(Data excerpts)

'''

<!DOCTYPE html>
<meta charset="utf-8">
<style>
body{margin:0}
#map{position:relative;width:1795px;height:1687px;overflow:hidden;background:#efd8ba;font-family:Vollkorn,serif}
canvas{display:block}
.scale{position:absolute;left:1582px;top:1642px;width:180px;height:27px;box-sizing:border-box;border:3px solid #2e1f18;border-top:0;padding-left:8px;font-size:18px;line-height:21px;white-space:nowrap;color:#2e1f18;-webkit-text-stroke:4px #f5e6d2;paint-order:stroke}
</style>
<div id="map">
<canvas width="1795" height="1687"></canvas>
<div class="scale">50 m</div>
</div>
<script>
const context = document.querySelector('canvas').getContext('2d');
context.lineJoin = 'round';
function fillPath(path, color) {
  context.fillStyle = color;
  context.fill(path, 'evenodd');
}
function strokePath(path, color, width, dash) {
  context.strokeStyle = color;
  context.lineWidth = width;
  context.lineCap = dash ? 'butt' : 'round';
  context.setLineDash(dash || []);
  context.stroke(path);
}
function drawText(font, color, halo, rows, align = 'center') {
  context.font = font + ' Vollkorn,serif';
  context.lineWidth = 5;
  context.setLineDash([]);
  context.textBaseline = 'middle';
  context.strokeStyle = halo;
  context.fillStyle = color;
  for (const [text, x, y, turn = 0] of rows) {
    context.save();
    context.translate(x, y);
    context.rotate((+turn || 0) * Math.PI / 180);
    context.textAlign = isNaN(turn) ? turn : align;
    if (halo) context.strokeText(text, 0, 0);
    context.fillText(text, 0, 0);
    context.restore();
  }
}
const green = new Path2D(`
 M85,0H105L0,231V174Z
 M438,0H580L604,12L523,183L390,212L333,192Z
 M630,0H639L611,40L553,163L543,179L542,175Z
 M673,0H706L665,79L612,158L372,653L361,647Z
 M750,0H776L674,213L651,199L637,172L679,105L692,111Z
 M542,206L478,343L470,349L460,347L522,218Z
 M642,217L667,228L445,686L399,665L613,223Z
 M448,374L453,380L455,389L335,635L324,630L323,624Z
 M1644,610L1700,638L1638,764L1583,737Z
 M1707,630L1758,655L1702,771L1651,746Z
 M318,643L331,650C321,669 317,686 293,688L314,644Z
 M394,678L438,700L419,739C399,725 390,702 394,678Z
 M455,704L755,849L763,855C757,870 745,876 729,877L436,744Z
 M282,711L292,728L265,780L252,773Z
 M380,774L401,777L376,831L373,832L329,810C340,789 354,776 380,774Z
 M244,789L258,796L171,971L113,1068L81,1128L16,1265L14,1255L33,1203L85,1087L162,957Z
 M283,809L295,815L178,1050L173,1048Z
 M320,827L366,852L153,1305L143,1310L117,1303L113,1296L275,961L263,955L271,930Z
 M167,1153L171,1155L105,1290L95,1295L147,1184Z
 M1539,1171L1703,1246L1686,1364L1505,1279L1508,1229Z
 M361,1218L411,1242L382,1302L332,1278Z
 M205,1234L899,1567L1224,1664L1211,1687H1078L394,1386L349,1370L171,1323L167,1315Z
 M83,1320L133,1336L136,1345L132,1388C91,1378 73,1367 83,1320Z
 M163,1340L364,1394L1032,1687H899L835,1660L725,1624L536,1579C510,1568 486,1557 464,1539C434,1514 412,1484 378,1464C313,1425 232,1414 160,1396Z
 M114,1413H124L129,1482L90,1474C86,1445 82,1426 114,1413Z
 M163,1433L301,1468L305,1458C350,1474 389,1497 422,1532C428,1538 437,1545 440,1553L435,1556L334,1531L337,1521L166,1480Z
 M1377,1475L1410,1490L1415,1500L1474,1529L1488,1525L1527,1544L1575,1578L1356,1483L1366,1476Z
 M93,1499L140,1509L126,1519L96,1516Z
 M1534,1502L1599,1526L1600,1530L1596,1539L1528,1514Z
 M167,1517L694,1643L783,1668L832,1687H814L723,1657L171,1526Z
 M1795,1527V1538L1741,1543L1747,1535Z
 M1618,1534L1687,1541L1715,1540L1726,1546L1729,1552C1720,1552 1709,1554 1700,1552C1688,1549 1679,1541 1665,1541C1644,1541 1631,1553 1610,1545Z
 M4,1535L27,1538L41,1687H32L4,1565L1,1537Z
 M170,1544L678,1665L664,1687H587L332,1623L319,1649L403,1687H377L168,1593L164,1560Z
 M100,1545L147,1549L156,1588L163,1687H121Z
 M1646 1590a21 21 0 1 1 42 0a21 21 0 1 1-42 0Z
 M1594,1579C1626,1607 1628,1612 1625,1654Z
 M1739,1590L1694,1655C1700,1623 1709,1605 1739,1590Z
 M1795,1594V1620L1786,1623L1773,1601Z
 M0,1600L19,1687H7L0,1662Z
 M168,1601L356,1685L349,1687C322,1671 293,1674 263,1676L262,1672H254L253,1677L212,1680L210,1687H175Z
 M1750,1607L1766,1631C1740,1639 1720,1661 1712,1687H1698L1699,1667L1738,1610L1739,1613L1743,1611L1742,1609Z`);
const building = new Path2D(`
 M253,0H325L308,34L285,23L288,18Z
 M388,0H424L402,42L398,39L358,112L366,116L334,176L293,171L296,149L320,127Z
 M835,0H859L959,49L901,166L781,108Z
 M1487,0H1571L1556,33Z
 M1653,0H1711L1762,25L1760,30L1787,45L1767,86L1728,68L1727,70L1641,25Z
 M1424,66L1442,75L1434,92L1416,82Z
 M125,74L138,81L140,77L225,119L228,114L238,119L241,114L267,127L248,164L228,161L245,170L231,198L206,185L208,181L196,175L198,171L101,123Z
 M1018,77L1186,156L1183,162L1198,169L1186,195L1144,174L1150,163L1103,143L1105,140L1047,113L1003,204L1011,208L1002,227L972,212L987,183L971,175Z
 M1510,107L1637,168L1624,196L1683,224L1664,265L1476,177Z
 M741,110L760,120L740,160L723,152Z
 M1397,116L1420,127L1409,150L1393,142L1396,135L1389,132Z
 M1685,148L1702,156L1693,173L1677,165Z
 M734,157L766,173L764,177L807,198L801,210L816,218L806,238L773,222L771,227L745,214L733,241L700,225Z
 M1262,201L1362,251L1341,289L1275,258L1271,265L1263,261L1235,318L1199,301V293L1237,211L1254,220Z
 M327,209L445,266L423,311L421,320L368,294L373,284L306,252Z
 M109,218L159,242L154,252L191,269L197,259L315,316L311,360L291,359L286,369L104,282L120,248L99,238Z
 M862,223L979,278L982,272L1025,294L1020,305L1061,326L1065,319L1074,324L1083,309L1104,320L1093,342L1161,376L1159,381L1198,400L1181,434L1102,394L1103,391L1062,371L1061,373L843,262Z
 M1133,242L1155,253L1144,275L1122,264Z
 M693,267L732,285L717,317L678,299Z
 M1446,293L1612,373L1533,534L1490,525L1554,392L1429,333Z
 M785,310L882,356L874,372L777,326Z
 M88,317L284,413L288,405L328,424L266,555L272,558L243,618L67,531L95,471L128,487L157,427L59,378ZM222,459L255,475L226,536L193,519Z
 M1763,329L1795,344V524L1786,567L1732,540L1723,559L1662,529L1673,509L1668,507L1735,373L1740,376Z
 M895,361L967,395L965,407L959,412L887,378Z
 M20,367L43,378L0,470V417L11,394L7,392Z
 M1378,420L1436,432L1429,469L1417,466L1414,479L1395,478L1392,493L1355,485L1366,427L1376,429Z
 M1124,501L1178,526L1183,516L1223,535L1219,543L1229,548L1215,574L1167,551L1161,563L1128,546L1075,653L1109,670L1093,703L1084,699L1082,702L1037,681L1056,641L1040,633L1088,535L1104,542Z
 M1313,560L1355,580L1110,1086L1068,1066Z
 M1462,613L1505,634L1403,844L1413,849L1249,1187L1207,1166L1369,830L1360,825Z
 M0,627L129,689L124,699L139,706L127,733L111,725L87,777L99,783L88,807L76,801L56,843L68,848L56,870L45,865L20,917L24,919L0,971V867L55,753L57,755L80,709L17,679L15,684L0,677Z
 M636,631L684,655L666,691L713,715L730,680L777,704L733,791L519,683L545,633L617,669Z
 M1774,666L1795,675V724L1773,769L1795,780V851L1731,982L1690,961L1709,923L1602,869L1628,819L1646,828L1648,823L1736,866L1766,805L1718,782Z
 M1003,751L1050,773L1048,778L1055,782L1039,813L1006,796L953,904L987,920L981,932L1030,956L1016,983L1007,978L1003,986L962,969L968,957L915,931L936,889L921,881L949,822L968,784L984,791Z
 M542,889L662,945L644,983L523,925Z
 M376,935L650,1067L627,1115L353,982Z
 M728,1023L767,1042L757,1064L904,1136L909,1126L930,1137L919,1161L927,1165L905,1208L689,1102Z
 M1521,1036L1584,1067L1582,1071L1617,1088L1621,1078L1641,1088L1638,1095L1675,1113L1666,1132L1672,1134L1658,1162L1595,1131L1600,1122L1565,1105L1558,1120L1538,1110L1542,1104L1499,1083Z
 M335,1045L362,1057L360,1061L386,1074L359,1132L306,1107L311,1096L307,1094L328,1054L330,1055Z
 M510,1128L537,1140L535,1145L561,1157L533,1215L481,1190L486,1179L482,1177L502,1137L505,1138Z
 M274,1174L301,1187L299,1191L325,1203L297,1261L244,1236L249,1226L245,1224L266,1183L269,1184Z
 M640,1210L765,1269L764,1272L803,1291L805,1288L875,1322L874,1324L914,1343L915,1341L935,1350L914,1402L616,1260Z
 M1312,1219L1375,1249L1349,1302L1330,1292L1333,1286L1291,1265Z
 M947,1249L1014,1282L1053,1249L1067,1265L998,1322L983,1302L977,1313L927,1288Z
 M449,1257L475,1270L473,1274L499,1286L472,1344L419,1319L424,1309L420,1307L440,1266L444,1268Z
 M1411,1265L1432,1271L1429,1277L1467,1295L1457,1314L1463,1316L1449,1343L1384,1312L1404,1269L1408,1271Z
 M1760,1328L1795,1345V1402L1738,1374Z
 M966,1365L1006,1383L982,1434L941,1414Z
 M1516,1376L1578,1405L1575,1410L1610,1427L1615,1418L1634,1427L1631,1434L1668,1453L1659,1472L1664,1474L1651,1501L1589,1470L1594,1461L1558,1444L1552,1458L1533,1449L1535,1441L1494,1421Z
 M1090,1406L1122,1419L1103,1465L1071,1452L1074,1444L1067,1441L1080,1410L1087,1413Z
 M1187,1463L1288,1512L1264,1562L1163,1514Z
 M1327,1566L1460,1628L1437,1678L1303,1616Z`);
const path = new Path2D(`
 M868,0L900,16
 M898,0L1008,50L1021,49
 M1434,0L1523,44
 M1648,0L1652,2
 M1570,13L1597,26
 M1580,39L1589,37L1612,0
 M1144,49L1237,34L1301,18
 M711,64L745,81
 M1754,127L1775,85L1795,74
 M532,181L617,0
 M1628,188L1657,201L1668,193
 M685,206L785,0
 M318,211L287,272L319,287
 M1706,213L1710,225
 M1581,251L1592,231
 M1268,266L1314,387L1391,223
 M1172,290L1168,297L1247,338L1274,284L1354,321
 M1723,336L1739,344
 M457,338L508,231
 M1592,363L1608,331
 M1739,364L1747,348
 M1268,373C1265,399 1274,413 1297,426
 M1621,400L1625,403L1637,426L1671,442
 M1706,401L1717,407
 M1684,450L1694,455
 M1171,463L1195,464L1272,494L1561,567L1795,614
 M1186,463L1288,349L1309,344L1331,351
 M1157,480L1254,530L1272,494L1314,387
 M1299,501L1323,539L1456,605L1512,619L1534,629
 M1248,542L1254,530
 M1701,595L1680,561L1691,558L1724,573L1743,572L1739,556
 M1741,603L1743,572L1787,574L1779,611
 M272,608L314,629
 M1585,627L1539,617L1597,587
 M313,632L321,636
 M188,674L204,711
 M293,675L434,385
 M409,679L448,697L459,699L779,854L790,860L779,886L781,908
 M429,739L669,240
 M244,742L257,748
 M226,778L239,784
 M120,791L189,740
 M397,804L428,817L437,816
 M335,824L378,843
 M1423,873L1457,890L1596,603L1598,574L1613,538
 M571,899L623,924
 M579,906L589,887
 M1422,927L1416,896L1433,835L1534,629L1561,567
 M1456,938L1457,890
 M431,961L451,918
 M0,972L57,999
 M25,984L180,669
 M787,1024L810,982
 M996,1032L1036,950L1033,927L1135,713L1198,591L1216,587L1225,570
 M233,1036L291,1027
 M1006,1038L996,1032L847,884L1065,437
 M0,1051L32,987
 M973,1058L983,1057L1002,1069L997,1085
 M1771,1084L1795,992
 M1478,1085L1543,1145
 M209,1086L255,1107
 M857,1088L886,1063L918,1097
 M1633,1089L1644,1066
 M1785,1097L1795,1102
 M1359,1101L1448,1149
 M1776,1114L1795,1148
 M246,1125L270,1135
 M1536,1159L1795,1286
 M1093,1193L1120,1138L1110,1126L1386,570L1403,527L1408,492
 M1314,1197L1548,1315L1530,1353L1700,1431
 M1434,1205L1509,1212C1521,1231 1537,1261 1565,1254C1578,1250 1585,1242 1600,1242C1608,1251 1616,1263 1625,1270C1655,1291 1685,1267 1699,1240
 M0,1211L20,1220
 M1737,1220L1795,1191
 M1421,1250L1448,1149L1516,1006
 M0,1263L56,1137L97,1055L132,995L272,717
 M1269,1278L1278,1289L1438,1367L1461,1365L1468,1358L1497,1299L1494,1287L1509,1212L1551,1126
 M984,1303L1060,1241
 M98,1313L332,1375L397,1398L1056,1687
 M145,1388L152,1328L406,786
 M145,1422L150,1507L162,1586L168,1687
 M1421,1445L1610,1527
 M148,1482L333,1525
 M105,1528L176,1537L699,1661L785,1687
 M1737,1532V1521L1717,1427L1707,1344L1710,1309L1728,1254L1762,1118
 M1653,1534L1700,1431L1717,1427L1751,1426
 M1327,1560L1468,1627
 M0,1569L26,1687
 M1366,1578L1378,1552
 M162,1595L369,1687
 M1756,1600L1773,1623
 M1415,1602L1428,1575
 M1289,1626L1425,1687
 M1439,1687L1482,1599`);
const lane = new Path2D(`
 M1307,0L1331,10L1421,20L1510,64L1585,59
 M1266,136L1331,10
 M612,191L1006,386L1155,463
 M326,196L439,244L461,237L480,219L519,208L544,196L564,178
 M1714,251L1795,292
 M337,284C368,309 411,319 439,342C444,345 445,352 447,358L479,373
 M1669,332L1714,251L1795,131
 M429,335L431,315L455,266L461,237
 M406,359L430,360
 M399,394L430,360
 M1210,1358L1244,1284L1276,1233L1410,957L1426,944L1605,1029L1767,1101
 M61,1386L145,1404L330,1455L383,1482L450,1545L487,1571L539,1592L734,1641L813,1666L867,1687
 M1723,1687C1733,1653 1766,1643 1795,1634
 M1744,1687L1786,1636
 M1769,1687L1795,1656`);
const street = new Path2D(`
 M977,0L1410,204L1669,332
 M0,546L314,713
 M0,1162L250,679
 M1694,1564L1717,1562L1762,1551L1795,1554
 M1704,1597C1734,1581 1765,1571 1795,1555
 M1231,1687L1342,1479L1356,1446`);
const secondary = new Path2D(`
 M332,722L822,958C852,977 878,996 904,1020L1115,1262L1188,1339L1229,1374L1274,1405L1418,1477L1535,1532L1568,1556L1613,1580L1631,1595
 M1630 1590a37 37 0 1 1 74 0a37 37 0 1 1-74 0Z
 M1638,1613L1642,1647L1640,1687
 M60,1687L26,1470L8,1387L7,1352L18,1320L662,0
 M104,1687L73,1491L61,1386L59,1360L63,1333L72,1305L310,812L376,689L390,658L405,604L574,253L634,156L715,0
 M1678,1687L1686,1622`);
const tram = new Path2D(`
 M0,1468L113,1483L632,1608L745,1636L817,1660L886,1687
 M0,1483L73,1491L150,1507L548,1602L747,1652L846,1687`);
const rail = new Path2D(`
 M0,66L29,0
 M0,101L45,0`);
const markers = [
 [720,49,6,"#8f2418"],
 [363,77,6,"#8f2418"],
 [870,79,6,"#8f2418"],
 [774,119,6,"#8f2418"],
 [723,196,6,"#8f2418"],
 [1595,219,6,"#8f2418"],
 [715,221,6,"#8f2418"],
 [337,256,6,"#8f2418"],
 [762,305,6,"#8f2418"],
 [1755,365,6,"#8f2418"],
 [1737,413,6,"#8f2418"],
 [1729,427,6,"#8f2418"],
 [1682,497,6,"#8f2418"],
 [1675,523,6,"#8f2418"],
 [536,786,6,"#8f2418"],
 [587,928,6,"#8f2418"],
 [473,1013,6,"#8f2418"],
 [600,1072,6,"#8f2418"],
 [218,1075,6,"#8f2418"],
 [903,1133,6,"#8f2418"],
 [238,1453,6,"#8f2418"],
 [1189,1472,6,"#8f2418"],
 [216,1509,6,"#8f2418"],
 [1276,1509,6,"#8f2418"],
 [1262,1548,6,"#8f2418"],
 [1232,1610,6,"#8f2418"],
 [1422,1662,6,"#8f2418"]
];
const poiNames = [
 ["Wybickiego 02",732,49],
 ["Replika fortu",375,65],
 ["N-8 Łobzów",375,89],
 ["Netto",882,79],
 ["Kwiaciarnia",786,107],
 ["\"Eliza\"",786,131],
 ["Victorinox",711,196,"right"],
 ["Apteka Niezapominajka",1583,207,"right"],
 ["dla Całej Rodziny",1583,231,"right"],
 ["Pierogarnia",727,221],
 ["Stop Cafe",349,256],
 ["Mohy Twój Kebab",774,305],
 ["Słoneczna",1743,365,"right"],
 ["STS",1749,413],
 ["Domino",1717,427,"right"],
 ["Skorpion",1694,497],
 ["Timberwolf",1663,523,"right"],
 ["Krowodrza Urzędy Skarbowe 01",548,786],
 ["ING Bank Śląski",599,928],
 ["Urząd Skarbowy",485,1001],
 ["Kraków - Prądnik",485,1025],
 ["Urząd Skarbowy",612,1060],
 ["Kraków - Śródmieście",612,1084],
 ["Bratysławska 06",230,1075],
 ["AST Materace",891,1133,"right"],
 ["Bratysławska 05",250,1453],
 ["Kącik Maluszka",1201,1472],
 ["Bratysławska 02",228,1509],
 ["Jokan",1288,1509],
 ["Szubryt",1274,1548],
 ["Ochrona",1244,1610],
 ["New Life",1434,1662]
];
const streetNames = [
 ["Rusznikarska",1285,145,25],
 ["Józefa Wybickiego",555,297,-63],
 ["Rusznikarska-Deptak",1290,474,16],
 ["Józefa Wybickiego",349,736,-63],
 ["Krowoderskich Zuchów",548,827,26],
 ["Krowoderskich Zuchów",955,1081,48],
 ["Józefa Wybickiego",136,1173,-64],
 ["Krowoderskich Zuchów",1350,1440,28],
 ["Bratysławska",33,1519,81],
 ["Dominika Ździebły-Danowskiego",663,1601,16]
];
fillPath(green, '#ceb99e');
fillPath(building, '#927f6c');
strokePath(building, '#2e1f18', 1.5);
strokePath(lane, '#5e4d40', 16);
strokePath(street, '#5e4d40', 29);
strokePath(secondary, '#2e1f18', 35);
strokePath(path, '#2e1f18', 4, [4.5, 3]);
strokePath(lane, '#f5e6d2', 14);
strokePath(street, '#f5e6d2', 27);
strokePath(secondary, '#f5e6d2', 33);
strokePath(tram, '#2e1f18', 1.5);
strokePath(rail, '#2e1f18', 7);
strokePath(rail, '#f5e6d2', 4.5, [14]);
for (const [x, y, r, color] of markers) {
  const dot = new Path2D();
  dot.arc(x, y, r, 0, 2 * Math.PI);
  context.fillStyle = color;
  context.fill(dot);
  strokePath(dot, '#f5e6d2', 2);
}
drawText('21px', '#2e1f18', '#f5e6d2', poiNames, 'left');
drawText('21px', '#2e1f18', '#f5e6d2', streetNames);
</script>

'''

Throughout the records above, find the lines in which the word "Math" appears and return them.

    context.rotate((+turn || 0) * Math.PI / 180);
  dot.arc(x, y, r, 0, 2 * Math.PI);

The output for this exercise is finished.